It’s that time of year. Over at Nature, we’ve been looking back over 2014 as we gear up for the Christmas festivities. At Futures, we try to look forwards, and so this week’s story is a futuristic tale with a seasonal twist. The chains of plenty is written by S R Algernon, who has appeared several times in the Futures section, first with his tale A time for peace and more recently with both Planetary defences and Cargo cult. His story A pocket full of phlogiston appears in the Futures 2 anthology, which (on a seasonal note) would make a wonderful Christmas present. As is rapidly becoming traditional, I’m pleased to say that we have a guest post explaining how Marley and Scrooge ended up in a Futures story…
Writing The chains of plenty
The inspirations for The chains of plenty were some of the pundits that I encountered on TV and the Internet after the 2008–09 financial crash. I saw echoes of Scrooge-like sentiments — that the poor ought to work harder, that they ought to fight with each other for scarce jobs, and that they were less entitled to the benefits of society than people who traded commodities for a living. Some of these exhortations seemed like parables or sermons in their simplicity. There seemed to be no shortage of institutions or people to blame for economic problems, much as it was in Dickens’s day. Despite our vast gains in productivity, technical knowledge and standard of living, we seemed to be just as much in need of Scrooge’s three spirits. My initial aim in writing the story was to carry the Scrooge narrative into a high-tech world to see if it offered a new perspective.

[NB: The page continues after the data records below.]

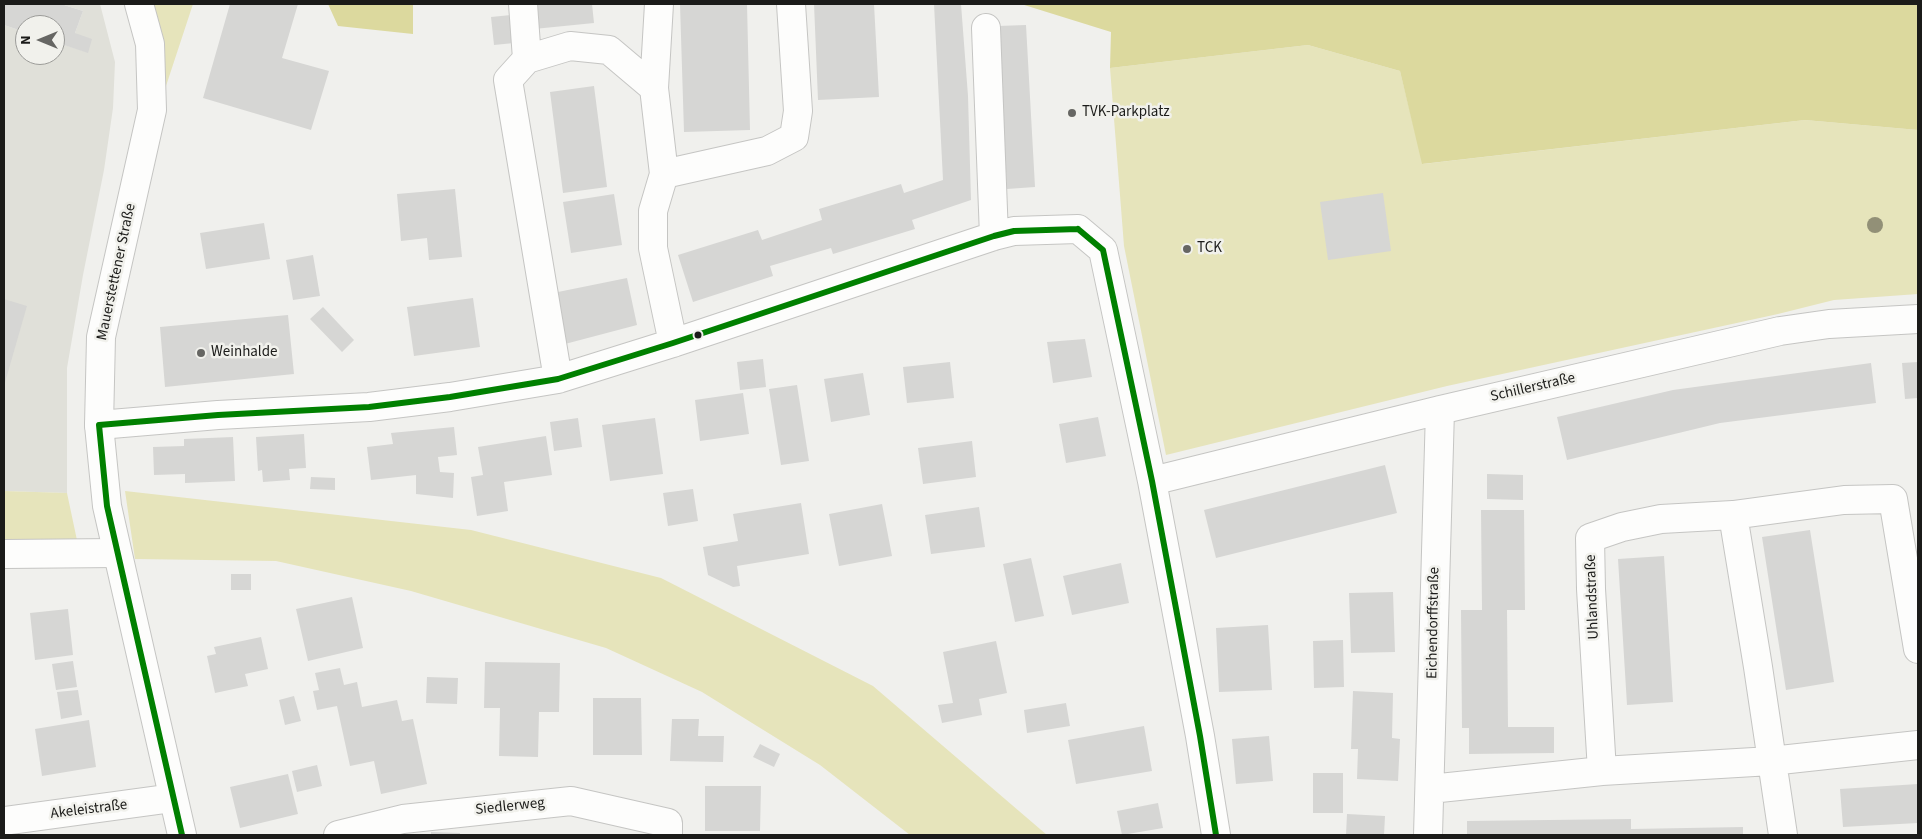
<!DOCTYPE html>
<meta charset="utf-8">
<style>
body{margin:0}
#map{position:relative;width:1922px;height:839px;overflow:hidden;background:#f0f0ed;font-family:"Source Sans 3",sans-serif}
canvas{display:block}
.frame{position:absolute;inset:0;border:5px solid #1b1b19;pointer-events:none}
.north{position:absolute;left:15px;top:15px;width:50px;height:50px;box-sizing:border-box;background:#f1f1ec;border:1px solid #9b9b98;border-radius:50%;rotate:270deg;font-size:14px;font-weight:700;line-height:20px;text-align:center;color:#1b1b19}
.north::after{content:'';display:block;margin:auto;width:18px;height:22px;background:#666663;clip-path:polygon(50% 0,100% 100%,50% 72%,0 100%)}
</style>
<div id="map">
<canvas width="1922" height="839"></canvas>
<div class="frame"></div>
<div class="north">N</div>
</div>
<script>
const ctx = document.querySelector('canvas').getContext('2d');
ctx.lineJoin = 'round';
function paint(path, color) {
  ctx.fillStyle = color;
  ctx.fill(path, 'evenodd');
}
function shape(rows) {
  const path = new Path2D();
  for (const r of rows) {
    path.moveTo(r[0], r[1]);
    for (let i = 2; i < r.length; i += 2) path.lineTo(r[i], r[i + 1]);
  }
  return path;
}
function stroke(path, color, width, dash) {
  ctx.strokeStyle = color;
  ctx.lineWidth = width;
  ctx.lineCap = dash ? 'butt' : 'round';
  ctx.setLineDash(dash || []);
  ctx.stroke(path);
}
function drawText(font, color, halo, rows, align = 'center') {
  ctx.font = font + ' "Source Sans 3",sans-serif';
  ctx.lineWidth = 5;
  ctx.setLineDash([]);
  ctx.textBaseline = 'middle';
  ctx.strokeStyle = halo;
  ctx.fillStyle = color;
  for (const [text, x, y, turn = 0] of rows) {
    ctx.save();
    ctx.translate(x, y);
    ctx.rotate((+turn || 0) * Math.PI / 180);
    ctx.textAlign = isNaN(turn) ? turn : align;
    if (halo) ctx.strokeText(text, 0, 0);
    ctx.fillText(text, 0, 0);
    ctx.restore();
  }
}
const built = shape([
 [61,4,100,4,115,62,113,108,104,170,83,275,67,368,67,493,4,491,4,25,25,32,25,55,55,55,55,42,87,52,75,33,83,11]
]);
const green = shape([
 [150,4,193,4,166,86,161,44],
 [1308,45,1400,71,1423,164,1805,120,1918,130,1918,294,1834,300,1778,314,1447,386,1166,455,1124,246,1110,68],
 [4,491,67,493,78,545,4,544],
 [125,491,471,530,661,578,873,686,1047,835,910,835,820,765,702,692,606,648,411,591,276,561,135,559]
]);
const forest = shape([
 [328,4,413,4,413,34,338,26],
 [1021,4,1918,4,1918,130,1805,120,1422,164,1400,71,1308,45,1110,68,1111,32]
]);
const building = shape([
 [4,4,61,4,83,11,75,33,92,39,88,53,55,42,55,25,25,25,25,32,4,25],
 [230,4,298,4,282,58,329,71,311,130,203,98],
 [531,4,592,4,594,23,534,29],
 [680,4,747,4,750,130,684,132],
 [814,4,874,4,879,97,818,100],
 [934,4,961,4,968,96,971,200,912,220,915,229,833,254,831,248,770,266,773,276,693,302,678,255,758,230,762,240,822,220,819,209,901,184,904,193,943,180],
 [511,15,514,43,494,45,491,17],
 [1026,25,1035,187,1007,189,998,26],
 [594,86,607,187,563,193,550,92],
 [455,189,462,257,429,260,427,238,401,241,397,194],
 [1383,193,1391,251,1328,260,1320,202],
 [614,194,622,245,571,253,563,202],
 [264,223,270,259,206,269,200,233],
 [313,255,320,296,293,300,286,260],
 [627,278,637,325,565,344,553,293],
 [473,298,480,347,414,356,407,307],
 [4,299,27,306,4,386],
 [323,307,354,340,342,352,310,319],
 [288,315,294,374,165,387,160,327],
 [1085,339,1092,377,1053,383,1047,342],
 [763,359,766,387,740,390,737,362],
 [950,362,954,398,907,403,903,367],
 [1918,362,1918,398,1905,399,1902,363],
 [1871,363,1876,403,1720,423,1567,460,1557,417,1673,390],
 [863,373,870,415,831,422,824,379],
 [797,385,809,461,781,465,769,389],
 [743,393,749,434,700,441,695,400],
 [1098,417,1106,456,1066,463,1059,424],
 [578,418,582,447,554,451,550,422],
 [655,418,663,474,610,481,602,425],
 [454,427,457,455,438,457,440,472,454,473,453,498,416,494,416,475,371,480,367,447,393,444,391,433],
 [304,434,306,468,289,469,290,480,263,482,262,470,258,471,256,437],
 [546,436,552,475,504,482,508,511,477,516,471,477,483,475,478,447],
 [233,437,235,481,185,483,185,474,154,475,153,447,184,446,184,439],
 [972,441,976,477,923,484,918,448],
 [1385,465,1397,513,1216,558,1204,510],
 [1487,474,1523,475,1523,500,1487,499],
 [311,477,335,478,335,490,310,489],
 [693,489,698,521,668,526,663,493],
 [801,503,809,554,737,566,740,586,733,587,708,575,703,547,738,541,733,514],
 [882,504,892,556,839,566,829,514],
 [979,507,985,547,931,554,925,515],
 [1481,510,1524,510,1525,610,1507,610,1508,727,1554,727,1554,753,1469,754,1469,728,1462,728,1461,610,1482,610],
 [1810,530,1834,682,1786,690,1762,537],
 [1664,556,1673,702,1627,705,1618,559],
 [1031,558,1044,616,1015,622,1003,564],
 [1121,563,1129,603,1072,615,1063,576],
 [231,574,251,574,251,590,231,590],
 [1393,592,1395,652,1351,653,1349,593],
 [352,597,363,648,308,661,296,609],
 [68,609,73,655,35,660,30,613],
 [1268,625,1272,690,1219,692,1216,628],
 [261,637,268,669,245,674,248,686,215,693,207,656,216,654,214,647],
 [1343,640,1344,687,1314,688,1313,641],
 [996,641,1007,693,979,699,982,715,942,723,938,705,953,703,943,652],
 [73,661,77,687,56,690,52,664],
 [485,662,560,663,559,712,539,712,538,757,499,756,500,708,484,708],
 [340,668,344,685,357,682,362,707,397,700,402,721,413,719,427,784,381,794,374,761,350,766,337,706,317,710,313,691,319,690,315,673],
 [427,677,458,678,457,704,426,703],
 [78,690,82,715,61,719,57,692],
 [1353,691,1393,693,1392,738,1400,739,1398,781,1357,779,1358,749,1351,749],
 [294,696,301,721,285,725,279,700],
 [593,698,641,698,642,755,593,755],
 [1066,703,1070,726,1027,733,1024,710],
 [672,719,699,719,698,736,724,736,723,762,670,761],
 [89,720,96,767,42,776,35,729],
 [1144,726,1152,771,1076,784,1068,740],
 [1269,736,1273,781,1236,784,1232,739],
 [760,744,780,754,774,767,753,757],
 [317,765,322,786,297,792,292,771],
 [1313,773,1343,773,1343,813,1313,813],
 [288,774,298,814,240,828,230,787],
 [1918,784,1918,823,1843,827,1840,789],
 [705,786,761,786,760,831,705,831],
 [1158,803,1163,828,1122,835,1117,811],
 [1347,814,1385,816,1384,835,1346,835],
 [1631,819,1631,829,1743,827,1743,835,1467,835,1467,821],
 [431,832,460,833,460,835,431,835]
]);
const minor = shape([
 [523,4,527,59],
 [986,28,994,236],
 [654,88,659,4],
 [664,174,767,151,794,137,798,111,791,4],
 [558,379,508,80,527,59,570,46,609,50,654,88,664,174,653,211,653,248,673,343],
 [99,425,218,415,369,407,450,397,558,379,673,343,994,236,1014,231,1078,229,1103,250,1152,481,1200,736,1216,835],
 [1152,481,1440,410,1780,331,1829,324,1918,319],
 [1733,515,1758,667,1783,835],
 [4,554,117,553],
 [1602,771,1591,589,1590,538,1622,527,1661,519,1733,515,1844,500,1893,499,1918,649],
 [1430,789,1602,771,1771,761,1918,745],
 [4,821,173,798],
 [338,835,403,819,571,801,668,823,668,835],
 [1428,835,1440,410]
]);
const major = shape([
 [139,4,150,44,152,110,101,337,99,425,107,506,182,835]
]);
const bus1 = shape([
 [1078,229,1103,250,1152,481,1200,736,1216,835],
 [99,425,218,415,369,407,450,397,558,379,673,343,994,236,1014,231,1078,229],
 [99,425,107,506,182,835]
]);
const trees = [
 [1875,225]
];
const markers = [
 [1072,113,5,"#666663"],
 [1187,249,5,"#666663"],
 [698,335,4.5,"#1b1b19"],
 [201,353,5,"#666663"]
];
const poiNames = [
 ["TVK-Parkplatz",1082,113],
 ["TCK",1197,249],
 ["Weinhalde",211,353]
];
const streetNames = [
 ["Mauerstettener Straße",117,272,-78],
 ["Schillerstraße",1533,388,-13],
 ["Uhlandstraße",1593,597,-92],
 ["Eichendorffstraße",1434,623,-89],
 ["Siedlerweg",510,807,-6],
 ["Akeleistraße",89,810,-7]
];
paint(built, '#e0e0d9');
paint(green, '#e6e4bb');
paint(forest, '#dcd99e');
paint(building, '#d6d6d4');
stroke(minor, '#c5c5c3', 30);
stroke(major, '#c5c5c3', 30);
stroke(minor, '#fdfdfc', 28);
stroke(major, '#fdfdfc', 28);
stroke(bus1, '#008000', 6);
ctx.fillStyle = '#929077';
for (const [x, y] of trees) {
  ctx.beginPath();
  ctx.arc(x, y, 8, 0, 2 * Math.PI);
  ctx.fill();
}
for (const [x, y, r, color] of markers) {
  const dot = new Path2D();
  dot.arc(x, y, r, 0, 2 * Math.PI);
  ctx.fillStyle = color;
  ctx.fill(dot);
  stroke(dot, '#f1f1ec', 2);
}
drawText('15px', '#1b1b19', '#f1f1ec', poiNames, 'left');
drawText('15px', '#1b1b19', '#f1f1ec', streetNames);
</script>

As I updated the characters, I noticed that the three spirits are already with us on our smartphones. We meticulously archive our pasts. We shop online for a bounty of products that would have awed any Victorian. We connect with our neighbours in real time. Our computers predict our futures, completing our sentences, recommending products and warning of dangers. The three spirits are benevolent and bound to our service, for the most part. Still, in all strata of society, people want a bigger share of the pie and, furthermore, a reason why they are justified in getting it. It seemed to come back to Ignorance and Want, the human miseries singled out by Dickens for special mention. Our increases in productivity over the past two centuries had not made us content, and all our accumulated knowledge had not kept us from searching for simple (even, at times, simplistic) explanations for our discontent.

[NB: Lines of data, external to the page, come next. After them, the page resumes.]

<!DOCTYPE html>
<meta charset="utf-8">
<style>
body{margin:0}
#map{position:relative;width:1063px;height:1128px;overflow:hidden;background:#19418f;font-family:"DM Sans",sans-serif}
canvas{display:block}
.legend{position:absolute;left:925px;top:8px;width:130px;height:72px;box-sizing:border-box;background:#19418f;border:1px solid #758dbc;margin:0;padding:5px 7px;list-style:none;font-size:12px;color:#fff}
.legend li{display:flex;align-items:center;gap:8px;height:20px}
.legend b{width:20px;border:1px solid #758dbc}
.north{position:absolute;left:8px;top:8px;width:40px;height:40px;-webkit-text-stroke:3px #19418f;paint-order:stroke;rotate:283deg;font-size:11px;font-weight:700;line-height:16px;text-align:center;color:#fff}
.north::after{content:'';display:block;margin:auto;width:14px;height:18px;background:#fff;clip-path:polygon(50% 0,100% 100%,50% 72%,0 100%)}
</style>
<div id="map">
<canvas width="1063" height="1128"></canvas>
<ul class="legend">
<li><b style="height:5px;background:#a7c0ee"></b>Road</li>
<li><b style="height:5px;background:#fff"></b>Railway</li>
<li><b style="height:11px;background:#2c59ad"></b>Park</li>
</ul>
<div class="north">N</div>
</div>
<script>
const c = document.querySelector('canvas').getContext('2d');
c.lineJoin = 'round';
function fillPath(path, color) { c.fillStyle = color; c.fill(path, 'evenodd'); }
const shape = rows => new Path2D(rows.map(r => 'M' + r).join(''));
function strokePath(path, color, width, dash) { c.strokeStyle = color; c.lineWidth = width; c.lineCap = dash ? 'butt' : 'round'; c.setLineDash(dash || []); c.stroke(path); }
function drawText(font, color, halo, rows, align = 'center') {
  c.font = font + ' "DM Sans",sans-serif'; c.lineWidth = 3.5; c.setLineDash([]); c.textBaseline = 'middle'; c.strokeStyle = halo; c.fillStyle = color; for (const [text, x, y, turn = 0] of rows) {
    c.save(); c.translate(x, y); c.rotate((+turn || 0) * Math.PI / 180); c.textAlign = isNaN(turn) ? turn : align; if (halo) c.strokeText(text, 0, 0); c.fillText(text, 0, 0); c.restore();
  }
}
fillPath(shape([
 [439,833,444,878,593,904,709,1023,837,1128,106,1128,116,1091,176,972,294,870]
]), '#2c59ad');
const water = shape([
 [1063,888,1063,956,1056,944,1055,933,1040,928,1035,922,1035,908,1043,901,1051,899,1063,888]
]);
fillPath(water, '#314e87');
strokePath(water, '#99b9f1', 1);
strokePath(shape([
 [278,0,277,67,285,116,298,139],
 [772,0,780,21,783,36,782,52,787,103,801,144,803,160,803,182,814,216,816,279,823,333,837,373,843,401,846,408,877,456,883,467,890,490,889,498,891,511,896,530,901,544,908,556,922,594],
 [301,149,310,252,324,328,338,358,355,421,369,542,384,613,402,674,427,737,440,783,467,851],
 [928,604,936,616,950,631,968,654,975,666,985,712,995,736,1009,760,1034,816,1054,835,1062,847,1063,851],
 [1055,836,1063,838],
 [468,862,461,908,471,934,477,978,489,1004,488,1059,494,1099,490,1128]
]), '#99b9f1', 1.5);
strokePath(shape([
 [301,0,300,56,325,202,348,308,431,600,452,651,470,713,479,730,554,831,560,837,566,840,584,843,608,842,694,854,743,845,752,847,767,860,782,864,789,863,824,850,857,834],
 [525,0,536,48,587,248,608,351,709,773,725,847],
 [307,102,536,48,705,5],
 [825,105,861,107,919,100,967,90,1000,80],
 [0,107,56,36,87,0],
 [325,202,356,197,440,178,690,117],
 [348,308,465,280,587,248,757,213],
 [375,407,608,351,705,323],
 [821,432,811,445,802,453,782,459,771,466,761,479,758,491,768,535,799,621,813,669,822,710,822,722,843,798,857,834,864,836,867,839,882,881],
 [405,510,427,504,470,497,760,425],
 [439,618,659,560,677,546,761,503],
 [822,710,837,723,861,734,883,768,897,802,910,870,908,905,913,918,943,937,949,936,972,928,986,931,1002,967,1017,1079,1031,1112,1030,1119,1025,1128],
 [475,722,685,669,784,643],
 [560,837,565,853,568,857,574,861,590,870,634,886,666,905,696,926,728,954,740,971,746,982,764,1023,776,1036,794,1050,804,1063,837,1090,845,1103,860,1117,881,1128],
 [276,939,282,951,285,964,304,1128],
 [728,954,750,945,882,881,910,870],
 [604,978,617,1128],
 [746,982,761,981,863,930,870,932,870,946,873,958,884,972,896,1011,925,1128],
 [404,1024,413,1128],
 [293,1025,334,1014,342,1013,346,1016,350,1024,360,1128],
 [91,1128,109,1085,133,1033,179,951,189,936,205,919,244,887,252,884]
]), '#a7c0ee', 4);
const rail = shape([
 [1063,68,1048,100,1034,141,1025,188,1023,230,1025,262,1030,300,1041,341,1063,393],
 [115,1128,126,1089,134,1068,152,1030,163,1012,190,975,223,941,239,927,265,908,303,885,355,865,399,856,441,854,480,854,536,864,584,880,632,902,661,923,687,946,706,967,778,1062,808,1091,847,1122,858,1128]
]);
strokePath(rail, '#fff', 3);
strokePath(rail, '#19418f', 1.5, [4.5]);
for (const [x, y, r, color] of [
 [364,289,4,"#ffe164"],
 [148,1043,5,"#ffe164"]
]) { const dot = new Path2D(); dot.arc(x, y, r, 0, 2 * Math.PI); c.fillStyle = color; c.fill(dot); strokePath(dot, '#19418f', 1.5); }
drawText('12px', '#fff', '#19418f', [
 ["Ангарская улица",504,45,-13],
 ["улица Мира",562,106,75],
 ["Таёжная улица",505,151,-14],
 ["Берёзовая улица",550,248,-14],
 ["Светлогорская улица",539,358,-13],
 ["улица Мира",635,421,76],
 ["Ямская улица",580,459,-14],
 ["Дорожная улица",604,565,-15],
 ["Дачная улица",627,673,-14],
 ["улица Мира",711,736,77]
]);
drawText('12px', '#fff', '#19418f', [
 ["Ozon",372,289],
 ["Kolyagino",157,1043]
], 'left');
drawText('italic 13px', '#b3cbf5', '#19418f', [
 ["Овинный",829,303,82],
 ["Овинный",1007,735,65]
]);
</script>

It occurred to me that humans are not psychologically well equipped to accept a free lunch, sometimes for themselves, but especially when they see one given to others. Even when food, shelter, knowledge and art are plentiful and easy to create, it often strikes us as unnatural for these things to be given away. Someone must benefit, even if that person, like Scrooge, is only nominally connected to production. Ideologies come and go, providing different explanations for who is entitled to what. We could face a paradox where we have the power to create everything we might want and yet feel worse off than Tiny Tim. We could attain the knowledge of how to distribute goods efficiently but reject that knowledge in favour of a system that aligns with our moral instincts. Ignorance and want, it seems, are not just hardships of the poor but are also psychological tormentors of the wealthy.
This led me to a different perspective on A Christmas carol and the spirit of Christmas in general. The visitations seemed not a punitive effort to castigate Scrooge for his greed but instead as a well-intentioned attempt to prepare him for paradise. Tiny Tim, in contrast, can enter heaven not as a reward for the suffering he endured but instead because his suffering trained him to be content with very few material comforts. The Ebenezer Scrooge that wakes up on Christmas morning isn’t redeemed because he has become self-sacrificing or penitent. Instead, he learned to enjoy the company of others and (paradoxically) he became generous because he stopped caring so much about how much or how little the poor were entitled to.
Marley, with his perhaps Christ-like suffering, seemed key to this process. In order for Scrooge to feel entitled to his free lunch (i.e., to stop worrying and let himself enjoy parlour games with his nephew and so forth), he needed to feel that it was earned. By proving himself more virtuous and wiser than Marley, Scrooge could feel that he deserved to enjoy the riches around him. The knowledge that he had avoided Marley’s fate cured him of the need to explain his life through Malthusian ideology.
For now, the notion of heaven or paradise is, as it was in Dickens’s day, an idealized abstraction. However, since that time, we have turned many spiritual, mythical or fairy-tale concepts into physical realities. It might not be too much longer (on a historical timescale) before an all-but-eternal life of pleasure is free for the taking. The question is, will we accept it, and might we not benefit from someone like Jacob Marley to nudge us towards it?